Rule Breaking, Excuse Making Humanity
At the beginning of the a brand new year, it is not uncommon for many people to set out for the new year with resolutions in hand wanting to create new good habits, get rid of bad habits or to simply better themselves in some way. I heard a stat that about 80% of people’s New Year’s resolutions dealt with losing weight. New Year’s Resolutions are fantastic ways to finally start doing something that you should already be doing, or perhaps to stop something that you really shouldn’t be doing. There is something about the turn of the year that gives us fresh start to begin anew. Really, there is nothing stopping us from turning over a new leaf in July or March or any other time of the year.
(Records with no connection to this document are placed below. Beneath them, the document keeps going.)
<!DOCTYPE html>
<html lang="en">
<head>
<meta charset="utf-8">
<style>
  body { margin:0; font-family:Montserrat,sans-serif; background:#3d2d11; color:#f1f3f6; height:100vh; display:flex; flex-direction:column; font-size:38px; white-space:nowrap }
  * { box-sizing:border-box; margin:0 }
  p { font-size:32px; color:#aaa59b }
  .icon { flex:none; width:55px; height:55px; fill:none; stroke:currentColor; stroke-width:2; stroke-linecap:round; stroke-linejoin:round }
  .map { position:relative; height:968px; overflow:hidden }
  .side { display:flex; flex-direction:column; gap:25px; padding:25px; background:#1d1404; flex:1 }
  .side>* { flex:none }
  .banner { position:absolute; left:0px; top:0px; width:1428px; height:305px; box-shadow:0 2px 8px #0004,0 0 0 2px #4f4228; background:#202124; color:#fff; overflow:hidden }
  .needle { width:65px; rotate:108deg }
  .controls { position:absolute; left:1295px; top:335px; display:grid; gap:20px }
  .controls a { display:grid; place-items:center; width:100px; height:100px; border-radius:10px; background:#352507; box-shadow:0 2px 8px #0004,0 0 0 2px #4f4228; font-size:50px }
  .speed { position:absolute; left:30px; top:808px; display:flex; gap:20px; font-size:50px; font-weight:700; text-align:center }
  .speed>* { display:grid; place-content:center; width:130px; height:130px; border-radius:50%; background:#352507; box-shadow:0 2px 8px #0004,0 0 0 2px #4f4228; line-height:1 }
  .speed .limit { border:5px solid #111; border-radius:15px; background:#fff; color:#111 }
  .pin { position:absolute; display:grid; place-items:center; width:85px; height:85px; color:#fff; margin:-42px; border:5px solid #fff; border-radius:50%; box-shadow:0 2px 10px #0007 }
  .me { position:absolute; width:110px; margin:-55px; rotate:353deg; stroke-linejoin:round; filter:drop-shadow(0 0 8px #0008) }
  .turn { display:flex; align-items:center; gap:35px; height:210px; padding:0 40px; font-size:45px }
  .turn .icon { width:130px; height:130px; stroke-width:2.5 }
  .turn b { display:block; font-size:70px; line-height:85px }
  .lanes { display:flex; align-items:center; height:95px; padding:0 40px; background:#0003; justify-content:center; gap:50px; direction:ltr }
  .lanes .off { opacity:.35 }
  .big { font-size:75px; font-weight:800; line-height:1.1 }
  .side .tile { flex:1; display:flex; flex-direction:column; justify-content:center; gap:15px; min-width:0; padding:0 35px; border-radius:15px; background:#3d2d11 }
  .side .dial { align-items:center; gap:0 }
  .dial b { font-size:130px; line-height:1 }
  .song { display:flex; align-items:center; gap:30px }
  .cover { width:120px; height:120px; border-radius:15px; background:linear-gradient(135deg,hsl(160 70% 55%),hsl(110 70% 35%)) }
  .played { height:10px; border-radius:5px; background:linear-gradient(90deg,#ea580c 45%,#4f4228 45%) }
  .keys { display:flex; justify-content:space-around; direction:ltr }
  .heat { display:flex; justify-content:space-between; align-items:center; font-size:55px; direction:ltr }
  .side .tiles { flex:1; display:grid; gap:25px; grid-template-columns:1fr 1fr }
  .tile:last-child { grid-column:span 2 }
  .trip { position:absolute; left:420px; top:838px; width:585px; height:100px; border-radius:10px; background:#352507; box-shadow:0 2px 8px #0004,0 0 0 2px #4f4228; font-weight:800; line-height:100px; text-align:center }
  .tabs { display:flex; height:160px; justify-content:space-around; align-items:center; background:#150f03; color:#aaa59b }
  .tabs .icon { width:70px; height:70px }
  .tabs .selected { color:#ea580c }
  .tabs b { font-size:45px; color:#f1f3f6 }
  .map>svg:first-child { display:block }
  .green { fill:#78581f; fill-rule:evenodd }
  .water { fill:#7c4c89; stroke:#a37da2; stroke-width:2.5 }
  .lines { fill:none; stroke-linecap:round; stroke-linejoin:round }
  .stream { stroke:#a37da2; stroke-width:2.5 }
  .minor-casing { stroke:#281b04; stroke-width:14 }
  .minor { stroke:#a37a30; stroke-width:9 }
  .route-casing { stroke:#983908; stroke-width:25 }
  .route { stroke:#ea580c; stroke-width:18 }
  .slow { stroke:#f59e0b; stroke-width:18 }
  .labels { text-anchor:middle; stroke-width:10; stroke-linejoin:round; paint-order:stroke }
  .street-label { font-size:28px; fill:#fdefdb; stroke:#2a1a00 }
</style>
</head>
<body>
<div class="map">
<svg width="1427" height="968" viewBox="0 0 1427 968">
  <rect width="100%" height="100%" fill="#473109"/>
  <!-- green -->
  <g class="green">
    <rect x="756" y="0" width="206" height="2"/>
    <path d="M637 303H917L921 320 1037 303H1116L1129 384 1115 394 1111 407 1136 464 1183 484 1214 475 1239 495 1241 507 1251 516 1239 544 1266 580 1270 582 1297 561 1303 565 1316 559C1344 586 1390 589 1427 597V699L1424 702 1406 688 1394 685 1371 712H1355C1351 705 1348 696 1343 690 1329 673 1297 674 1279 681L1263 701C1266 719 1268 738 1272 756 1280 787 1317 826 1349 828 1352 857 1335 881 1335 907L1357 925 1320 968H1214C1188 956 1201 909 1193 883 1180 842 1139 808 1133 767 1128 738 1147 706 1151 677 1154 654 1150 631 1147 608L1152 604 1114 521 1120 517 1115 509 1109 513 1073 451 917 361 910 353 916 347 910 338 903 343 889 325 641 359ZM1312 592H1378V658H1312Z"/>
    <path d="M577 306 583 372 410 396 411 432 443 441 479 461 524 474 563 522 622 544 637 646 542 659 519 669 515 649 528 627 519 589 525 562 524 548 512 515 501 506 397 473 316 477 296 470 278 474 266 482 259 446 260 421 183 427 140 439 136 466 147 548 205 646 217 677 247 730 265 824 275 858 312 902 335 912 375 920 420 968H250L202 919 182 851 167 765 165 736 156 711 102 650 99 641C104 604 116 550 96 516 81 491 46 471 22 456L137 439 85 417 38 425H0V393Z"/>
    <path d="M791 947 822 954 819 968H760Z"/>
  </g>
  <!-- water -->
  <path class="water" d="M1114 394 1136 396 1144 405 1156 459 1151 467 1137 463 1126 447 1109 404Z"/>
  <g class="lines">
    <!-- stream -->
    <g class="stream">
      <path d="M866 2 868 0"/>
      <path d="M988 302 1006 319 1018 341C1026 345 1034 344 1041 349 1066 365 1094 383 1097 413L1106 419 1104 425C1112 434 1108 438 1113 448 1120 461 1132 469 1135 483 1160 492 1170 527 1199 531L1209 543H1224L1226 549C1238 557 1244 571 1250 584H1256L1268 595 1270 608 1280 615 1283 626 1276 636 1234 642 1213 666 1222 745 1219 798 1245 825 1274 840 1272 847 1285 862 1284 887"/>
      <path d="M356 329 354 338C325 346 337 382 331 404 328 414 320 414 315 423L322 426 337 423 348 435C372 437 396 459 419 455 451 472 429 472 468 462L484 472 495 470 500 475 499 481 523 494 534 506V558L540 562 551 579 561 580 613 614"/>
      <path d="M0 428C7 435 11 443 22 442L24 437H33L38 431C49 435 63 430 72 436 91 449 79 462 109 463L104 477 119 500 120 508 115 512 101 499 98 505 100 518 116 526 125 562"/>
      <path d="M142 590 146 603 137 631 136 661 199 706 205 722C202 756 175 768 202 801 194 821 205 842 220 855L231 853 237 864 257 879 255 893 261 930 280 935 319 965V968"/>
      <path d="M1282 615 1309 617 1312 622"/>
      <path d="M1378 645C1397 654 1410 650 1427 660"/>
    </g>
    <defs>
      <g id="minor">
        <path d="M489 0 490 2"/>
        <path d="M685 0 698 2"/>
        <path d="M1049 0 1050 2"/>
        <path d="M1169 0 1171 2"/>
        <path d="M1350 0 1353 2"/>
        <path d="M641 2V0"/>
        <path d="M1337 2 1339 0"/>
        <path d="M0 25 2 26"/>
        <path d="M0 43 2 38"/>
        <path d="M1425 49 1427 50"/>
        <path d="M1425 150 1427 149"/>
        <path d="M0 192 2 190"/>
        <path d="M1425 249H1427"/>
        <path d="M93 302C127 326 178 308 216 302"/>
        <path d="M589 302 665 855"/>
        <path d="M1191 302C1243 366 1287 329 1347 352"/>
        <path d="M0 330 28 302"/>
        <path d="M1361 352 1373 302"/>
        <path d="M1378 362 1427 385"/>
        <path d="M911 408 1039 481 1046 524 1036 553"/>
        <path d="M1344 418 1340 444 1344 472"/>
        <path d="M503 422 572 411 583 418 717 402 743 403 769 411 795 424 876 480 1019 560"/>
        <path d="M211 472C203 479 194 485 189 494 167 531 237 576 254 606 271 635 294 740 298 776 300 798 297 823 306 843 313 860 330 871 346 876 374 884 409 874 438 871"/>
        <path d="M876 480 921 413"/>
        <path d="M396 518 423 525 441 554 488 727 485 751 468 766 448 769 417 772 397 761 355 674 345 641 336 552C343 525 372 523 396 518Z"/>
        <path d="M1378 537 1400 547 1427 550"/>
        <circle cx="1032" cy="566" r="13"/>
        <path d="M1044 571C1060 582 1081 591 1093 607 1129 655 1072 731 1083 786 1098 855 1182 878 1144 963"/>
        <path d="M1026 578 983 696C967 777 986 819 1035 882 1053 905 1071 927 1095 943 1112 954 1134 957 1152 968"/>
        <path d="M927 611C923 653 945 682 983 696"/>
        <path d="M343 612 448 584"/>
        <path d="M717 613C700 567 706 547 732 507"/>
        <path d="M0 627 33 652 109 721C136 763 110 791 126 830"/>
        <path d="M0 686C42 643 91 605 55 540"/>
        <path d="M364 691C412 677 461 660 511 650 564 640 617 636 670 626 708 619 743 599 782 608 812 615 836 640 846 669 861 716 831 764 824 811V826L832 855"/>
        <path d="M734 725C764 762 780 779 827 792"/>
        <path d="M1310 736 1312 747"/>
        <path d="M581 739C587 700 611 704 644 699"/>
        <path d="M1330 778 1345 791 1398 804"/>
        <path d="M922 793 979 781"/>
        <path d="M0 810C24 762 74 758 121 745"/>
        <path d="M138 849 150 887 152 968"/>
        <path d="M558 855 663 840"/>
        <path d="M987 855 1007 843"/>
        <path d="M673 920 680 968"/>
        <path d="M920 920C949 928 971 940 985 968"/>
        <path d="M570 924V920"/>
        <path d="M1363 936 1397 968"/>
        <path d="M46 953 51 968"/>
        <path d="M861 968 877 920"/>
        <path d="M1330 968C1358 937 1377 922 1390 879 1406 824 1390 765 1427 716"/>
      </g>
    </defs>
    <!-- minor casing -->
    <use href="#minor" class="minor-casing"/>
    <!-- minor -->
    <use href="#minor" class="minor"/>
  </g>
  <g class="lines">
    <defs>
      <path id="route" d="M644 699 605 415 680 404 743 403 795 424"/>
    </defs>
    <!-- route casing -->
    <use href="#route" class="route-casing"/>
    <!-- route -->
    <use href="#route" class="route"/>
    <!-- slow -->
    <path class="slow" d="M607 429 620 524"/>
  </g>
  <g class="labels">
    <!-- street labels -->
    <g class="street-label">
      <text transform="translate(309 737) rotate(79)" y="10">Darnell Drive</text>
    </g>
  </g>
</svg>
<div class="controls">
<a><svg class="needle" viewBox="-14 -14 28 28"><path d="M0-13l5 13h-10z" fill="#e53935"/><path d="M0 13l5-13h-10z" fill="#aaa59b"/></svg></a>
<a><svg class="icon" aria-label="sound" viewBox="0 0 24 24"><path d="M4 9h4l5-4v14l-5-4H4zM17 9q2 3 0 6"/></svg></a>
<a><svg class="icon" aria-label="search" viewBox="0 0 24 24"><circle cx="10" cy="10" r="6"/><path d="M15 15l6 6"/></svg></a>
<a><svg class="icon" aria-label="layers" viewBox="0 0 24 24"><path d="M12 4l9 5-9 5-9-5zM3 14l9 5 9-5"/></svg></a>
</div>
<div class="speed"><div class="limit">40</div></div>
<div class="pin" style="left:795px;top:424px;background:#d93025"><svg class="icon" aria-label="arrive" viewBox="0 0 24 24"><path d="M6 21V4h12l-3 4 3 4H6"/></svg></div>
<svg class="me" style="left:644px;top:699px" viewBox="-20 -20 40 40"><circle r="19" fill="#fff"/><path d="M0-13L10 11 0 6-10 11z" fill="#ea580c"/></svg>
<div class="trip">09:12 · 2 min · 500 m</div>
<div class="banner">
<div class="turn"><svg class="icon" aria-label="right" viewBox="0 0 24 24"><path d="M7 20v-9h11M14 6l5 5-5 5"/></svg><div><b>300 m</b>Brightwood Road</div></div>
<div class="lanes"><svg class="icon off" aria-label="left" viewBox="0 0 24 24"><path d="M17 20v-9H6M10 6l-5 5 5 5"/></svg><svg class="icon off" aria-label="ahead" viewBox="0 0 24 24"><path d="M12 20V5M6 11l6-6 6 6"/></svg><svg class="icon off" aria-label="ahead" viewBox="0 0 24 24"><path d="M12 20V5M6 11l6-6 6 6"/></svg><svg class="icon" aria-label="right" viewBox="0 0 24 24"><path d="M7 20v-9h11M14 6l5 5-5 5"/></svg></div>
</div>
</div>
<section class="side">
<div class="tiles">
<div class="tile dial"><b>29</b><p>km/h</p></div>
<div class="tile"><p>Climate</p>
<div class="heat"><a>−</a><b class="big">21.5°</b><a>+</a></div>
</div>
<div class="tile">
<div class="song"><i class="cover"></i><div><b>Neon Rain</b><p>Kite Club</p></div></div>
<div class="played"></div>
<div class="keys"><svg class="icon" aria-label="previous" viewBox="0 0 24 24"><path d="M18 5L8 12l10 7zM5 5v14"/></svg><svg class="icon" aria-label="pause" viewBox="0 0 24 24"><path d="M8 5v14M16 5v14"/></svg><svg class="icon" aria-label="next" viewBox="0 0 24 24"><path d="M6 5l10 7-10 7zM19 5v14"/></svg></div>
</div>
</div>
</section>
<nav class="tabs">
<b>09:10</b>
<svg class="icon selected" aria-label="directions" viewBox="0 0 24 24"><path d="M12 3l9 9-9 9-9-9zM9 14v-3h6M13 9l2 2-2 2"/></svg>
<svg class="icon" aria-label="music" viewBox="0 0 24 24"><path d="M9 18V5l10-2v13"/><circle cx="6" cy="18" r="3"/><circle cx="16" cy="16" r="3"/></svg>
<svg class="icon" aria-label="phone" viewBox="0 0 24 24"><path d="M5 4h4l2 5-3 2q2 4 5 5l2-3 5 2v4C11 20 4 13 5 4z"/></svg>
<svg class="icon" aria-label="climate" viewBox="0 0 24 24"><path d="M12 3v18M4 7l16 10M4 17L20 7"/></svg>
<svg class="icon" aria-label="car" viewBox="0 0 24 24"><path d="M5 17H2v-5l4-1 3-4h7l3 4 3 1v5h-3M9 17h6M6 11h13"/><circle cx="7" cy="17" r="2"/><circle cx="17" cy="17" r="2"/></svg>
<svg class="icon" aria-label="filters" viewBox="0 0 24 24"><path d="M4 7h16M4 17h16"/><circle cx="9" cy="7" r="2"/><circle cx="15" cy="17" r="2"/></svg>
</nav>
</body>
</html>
But when earth begins another rotation around the sun, there is something about the feeling of newness that compels us to begin fresh again.
However, the reputation that New Year’s Resolutions have is not turning over a new leaf, beginning new or bettering one’s self, but instead a reputation of failure. Usually, when people think about a New Year’s resolution, they think of good intentions but quit this new habit after a couple of months. Those who set out to lose weight somehow find themselves in McDonald’s rather than the gym. Those who set out to read the Bible in a year, find their Bibles getting dusty when the book mark reaches Leviticus. New Year’s resolutions have this reputation because most of us know how hard it is to stick to the resolutions we’ve set for ourselves. This fact of life, I think, is a fascinating statement about the state of humanity. How often we set a rule for ourselves and then break the very rule we’ve set for ourselves. This would seem to indicate that we are by nature rule breakers rather than rule keepers. For when we make a rule for ourselves like, “I will work out every morning from now on,” we usually end up breaking that rule. We can’t even keep the rules we set for ourselves, how then do we keep the rules that God gives us? When Jesus was asked about the greatest of the commandments, he said, “Love God with your whole heart, mind, soul and strength and love your neighbor as yourself.” Jesus boiled down God’s rules for us in a pretty simple way, “Love God and love your neighbor.”
But just as we are rule breakers by nature we are also excuse makers by nature. When we don’t get up in the morning to work out, we usually have a marvelous justifying excuse, “Well, it’s pretty cold, but I’ll run twice as far the next day.” We learn our excuse making from the same place we learn our rule breaking: from our first parents, Adam and Eve. When God confronted Adam because of his sin, Adam responded, “The woman You gave me, she made me eat.” And the woman likewise tried to pass the buck saying, “The serpent deceived me.” No excuse for sin is good enough for God when it comes to sin. That is true for us today too. There is no excuse for not loving our neighbor as we should. We are guilty for hatred toward our neighbor. There is no excuse for not loving God. We are guilty of not loving God when we don’t come to church to hear his Word or when we fail to pray to Him. There is no excuse for sin.
While God is not in the business of making excuses for sin, He is in the business of providing an answer for sin. God is not content with this condition that humanity is in. He is not content with man being rule breakers or excuse makers. He would rather humanity be freed from this disease of incessantly breaking rules and free them from this bondage of sin. And the way He does this is by placing Himself in the bondage of sin and death. In order for God to do that, He became man Himself so to put on the shackles of sin and death. By Jesus’ death on the cross, He puts all sin upon Himself and all the excuses that go along with it. In Christ’s resurrection, He broke the chains of sin and death, defeating the plague of sin and death.
Therefore, we rule breaking and excuse making sinners need not await until the next new year to begin again fresh and new. The Lord grants us newness and forgiveness this Sabbath Day because of the death and resurrection of Christ. Christ has won our freedom for us by His work on the cross and He comes to us to deliver this freedom to you. He bestows this gift of freedom to you through His Holy Word, in the waters of Holy Baptism and in the bread and wine of Holy Communion. Any excuses for sin that you have left are just denying what Christ has accomplished for you. God does not want your excuses, what He wants is perfect blood—which was given in the death of Jesus. Making excuses for sin now only binds you to your sin, but confessing your sin and receiving the Lord’s gifts of Word and Sacrament at the church is freedom from sin.